▶
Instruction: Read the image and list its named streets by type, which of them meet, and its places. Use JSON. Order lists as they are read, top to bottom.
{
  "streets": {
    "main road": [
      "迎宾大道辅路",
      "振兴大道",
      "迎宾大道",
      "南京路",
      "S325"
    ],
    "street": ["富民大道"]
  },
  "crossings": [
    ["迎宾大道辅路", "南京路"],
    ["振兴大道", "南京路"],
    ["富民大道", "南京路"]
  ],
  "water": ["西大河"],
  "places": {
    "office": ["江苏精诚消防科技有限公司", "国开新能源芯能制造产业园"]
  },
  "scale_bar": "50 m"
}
◀
» **Your task**
For each record above, give it again without a single change.

» **Exercise response**
Instruction: Read the image and list its named streets by type, which of them meet, and its places. Use JSON. Order lists as they are read, top to bottom.
{
  "streets": {
    "main road": [
      "迎宾大道辅路",
      "振兴大道",
      "迎宾大道",
      "南京路",
      "S325"
    ],
    "street": ["富民大道"]
  },
  "crossings": [
    ["迎宾大道辅路", "南京路"],
    ["振兴大道", "南京路"],
    ["富民大道", "南京路"]
  ],
  "water": ["西大河"],
  "places": {
    "office": ["江苏精诚消防科技有限公司", "国开新能源芯能制造产业园"]
  },
  "scale_bar": "50 m"
}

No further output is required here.